Extreme fuel shortages at thermal power stations in Punjab have tried to force power utility PSPCL to reduce power generation and implement rotational load shedding in several locations, prompting the state government to criticise the Centre for insufficient coal supply. Energy power stations are operating at reduced capacity due to a lack of coal, according to a Punjab State Power Corporation Limited official on Saturday.
With the state’s power situation deteriorating, power plants in the state have coal stocks of up to five days, according to a Punjab State Power Corporation Limited official.
“Plants are operating at a limited level,” the official explained, trying to add that they were not operating at full capacity in order to conserve coal.

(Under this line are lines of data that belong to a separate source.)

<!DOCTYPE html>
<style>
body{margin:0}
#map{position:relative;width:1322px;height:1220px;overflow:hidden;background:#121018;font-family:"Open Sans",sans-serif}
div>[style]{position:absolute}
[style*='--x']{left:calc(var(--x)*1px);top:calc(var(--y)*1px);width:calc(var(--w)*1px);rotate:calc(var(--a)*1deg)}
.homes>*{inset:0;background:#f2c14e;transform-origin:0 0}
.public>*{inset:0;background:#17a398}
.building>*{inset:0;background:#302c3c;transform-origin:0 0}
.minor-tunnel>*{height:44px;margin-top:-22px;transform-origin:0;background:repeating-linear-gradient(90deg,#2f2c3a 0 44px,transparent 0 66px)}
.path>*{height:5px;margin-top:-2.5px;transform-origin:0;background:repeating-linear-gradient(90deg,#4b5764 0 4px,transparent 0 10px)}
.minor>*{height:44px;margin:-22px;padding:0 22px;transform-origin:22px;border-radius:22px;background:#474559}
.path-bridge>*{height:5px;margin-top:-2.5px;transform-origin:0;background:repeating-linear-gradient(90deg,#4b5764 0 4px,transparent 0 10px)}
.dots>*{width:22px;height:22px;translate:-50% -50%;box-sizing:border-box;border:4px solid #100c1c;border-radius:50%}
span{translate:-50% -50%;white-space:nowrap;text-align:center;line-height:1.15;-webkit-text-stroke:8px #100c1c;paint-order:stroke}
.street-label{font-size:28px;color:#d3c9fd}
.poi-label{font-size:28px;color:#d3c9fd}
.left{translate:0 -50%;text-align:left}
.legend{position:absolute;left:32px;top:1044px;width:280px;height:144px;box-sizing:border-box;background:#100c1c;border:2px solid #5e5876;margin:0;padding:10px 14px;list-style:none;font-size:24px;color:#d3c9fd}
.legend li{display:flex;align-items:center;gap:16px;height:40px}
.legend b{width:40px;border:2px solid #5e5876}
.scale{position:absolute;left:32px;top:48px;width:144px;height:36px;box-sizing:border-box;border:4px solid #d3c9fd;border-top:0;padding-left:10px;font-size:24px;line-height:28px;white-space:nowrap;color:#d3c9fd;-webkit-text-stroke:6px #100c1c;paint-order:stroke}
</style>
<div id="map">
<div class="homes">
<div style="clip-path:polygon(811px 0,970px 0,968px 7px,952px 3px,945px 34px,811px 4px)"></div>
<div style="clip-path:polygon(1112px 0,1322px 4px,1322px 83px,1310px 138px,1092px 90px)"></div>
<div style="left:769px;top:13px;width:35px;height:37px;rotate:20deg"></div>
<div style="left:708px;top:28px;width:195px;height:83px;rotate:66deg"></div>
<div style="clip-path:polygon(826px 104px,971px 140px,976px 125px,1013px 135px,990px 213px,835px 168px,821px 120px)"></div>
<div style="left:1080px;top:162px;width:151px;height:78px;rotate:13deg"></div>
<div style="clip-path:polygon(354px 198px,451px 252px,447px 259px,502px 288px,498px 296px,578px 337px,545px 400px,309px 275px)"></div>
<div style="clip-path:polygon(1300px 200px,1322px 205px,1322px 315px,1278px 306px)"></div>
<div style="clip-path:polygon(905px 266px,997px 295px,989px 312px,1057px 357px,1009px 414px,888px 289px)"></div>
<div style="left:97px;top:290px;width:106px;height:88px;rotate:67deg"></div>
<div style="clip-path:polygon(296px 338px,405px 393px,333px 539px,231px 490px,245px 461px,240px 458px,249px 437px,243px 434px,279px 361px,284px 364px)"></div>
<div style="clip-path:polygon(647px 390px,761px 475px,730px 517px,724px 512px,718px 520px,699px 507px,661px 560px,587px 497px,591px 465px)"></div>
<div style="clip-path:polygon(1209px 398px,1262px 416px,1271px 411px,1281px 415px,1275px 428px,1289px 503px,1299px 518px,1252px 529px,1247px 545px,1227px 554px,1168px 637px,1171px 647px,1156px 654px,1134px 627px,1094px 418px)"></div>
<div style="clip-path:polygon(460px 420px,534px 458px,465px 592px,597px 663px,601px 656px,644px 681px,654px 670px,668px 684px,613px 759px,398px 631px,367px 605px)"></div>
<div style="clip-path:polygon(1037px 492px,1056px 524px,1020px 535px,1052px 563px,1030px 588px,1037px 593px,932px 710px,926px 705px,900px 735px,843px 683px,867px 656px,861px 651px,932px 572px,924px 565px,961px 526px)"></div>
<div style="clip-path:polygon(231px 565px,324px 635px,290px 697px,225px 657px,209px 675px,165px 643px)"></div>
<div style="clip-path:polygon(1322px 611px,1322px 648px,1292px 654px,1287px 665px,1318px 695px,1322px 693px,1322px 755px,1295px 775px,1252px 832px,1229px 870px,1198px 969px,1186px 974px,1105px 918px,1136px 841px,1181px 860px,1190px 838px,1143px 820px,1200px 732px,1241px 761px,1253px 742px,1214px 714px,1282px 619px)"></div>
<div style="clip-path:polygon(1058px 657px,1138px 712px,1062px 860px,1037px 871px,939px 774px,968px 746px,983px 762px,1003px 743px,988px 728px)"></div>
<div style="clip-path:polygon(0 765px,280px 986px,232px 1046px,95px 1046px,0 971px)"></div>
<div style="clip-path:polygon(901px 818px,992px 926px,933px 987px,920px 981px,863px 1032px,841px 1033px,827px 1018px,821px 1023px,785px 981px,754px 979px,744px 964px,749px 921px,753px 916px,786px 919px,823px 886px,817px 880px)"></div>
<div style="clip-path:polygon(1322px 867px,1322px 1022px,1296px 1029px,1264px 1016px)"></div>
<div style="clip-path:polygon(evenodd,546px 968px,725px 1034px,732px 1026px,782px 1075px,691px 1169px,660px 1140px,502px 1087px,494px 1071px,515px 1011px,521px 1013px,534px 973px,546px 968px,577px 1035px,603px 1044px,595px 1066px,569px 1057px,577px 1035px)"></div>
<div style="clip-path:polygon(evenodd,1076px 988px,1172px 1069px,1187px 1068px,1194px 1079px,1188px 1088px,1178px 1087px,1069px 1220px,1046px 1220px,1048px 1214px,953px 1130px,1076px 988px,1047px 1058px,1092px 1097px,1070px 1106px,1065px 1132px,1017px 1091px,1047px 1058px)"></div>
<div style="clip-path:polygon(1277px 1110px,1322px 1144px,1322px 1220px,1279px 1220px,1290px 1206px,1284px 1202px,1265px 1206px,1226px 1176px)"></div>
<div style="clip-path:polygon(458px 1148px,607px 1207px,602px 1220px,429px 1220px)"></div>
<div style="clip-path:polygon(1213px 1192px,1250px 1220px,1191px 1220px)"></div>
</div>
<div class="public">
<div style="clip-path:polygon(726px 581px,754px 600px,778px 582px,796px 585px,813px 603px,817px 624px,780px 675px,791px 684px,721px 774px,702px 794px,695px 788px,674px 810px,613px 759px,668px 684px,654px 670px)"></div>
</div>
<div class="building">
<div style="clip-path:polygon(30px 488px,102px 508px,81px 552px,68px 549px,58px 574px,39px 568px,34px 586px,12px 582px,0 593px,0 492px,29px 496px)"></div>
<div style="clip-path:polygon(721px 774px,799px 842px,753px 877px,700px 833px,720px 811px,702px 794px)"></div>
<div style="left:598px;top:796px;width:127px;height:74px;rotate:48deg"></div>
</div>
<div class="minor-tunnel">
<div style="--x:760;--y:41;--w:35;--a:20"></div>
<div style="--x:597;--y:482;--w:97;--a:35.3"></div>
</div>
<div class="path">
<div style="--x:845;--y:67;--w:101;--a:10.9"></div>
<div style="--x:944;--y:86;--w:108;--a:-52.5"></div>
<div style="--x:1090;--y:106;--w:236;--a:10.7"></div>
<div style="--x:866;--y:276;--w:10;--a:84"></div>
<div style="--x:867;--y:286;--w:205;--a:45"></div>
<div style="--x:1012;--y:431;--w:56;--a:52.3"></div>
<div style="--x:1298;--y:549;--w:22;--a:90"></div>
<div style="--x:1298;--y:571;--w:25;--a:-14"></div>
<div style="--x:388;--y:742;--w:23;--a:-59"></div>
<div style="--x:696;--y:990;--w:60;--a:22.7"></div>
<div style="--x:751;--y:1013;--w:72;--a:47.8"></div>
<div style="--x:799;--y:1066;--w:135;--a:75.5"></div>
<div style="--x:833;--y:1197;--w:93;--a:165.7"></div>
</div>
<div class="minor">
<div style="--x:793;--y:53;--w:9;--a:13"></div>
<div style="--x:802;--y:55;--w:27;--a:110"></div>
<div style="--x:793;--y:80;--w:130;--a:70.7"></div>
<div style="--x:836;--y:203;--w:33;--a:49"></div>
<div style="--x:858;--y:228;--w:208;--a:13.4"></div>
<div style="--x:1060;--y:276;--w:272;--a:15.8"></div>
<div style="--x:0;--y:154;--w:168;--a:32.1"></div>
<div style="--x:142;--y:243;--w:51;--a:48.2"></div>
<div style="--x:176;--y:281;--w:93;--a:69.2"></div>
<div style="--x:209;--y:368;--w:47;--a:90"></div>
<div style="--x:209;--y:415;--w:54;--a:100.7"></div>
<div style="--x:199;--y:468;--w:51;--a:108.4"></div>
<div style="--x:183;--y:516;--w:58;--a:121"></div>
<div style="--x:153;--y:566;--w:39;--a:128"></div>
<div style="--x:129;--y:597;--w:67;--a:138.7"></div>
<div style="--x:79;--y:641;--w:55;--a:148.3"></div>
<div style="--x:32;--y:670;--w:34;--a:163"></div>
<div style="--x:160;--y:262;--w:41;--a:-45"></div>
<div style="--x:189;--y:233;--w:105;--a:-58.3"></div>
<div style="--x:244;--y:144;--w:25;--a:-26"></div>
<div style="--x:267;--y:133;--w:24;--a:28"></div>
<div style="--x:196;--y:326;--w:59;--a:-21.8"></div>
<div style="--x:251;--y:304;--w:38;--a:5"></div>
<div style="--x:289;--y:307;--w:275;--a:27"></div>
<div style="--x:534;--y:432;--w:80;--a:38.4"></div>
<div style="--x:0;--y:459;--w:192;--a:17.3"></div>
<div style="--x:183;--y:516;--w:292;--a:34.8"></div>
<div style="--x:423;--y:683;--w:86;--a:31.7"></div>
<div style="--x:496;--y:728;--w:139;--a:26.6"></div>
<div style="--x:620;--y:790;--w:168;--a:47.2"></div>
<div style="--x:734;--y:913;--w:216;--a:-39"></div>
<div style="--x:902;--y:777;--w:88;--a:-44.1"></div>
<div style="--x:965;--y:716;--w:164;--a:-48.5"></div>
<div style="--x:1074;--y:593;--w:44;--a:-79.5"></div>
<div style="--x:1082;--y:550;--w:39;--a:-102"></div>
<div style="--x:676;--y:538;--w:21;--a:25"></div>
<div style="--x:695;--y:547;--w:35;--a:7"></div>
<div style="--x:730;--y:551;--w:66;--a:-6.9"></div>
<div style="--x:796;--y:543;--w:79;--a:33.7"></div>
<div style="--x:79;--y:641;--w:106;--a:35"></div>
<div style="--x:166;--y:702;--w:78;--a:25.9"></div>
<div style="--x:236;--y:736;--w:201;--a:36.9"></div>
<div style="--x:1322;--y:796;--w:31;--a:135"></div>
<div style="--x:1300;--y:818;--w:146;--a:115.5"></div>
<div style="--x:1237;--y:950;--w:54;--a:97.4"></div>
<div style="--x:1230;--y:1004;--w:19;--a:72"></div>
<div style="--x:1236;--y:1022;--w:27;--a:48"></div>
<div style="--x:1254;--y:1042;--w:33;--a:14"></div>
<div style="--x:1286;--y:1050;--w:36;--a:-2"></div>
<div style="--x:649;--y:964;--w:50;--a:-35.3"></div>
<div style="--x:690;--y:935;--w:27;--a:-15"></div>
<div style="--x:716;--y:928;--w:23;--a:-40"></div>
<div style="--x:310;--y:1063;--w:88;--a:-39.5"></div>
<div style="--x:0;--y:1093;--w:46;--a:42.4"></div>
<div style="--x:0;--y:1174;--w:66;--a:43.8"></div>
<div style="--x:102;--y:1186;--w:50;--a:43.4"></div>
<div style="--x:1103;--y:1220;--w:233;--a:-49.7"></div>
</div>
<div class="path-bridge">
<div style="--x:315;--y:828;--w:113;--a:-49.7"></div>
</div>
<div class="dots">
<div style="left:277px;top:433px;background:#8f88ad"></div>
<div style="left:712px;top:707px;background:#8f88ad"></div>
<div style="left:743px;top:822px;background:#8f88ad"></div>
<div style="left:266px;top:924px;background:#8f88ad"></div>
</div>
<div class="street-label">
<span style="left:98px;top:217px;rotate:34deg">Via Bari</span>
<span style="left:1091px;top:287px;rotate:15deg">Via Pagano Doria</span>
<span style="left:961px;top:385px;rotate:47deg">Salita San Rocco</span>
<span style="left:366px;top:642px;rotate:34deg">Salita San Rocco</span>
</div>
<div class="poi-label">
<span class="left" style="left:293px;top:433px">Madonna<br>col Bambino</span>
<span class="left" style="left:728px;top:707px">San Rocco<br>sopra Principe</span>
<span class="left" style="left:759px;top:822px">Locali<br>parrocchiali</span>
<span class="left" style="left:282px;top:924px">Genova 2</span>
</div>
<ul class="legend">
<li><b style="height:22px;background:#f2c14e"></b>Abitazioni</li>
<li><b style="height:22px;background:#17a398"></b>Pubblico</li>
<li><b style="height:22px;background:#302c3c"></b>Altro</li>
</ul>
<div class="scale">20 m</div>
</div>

Punjab Chief Minister Charanjit Singh Channi lashed out towards the Center located on Saturday, warning of an impending shutdown of the state’s thermal power plants due to rapidly depleting coal supplies in the coming days.
He claimed that despite agreements with various subsidiaries of Coal India Ltd, Punjab was not receiving adequate coal supply and urged the central government to instantly assure people the state’s quote of coal to tide over the power crisis.
Currently, the state’s power demand is around 9,000 MW.
Officials say that, in addition to the agricultural sector’s demand for power, the state’s power needs are being exacerbated by high air temperatures.
Despite PSPCL officials’ claims of minimal load shedding, there were reports of power outages lasting 2 to 3 hours in many parts of the state.
In a review of the state’s power situation amid a coal supply shortage, the Chief Minister stated that all power stations are unable to generate power at maximum capacity due to inadequate coal receipt.
He did, moreover, reaffirm his government’s firm commitment to delivering authority for irrigated agriculture of paddy crop where needed at the tail end of crop production.
As per Central Electricity Authority regulations, power stations situated more than 1,000 kilometres from such a coal mine should also have a required fuel supplies of up to 30 days, but this level of stock is not preserved by the state’s power plants.
As per the official, power plants received some coal supply on Friday to run their operations.
As a result of lower power generation, the PSPCL is purchasing power through the transmission network, but it costs more than ten cents per unit, which is really expensive, according to the official.
Mr Venu Prasad stated that he has written to the Centre in order to increase the state’s coal supply.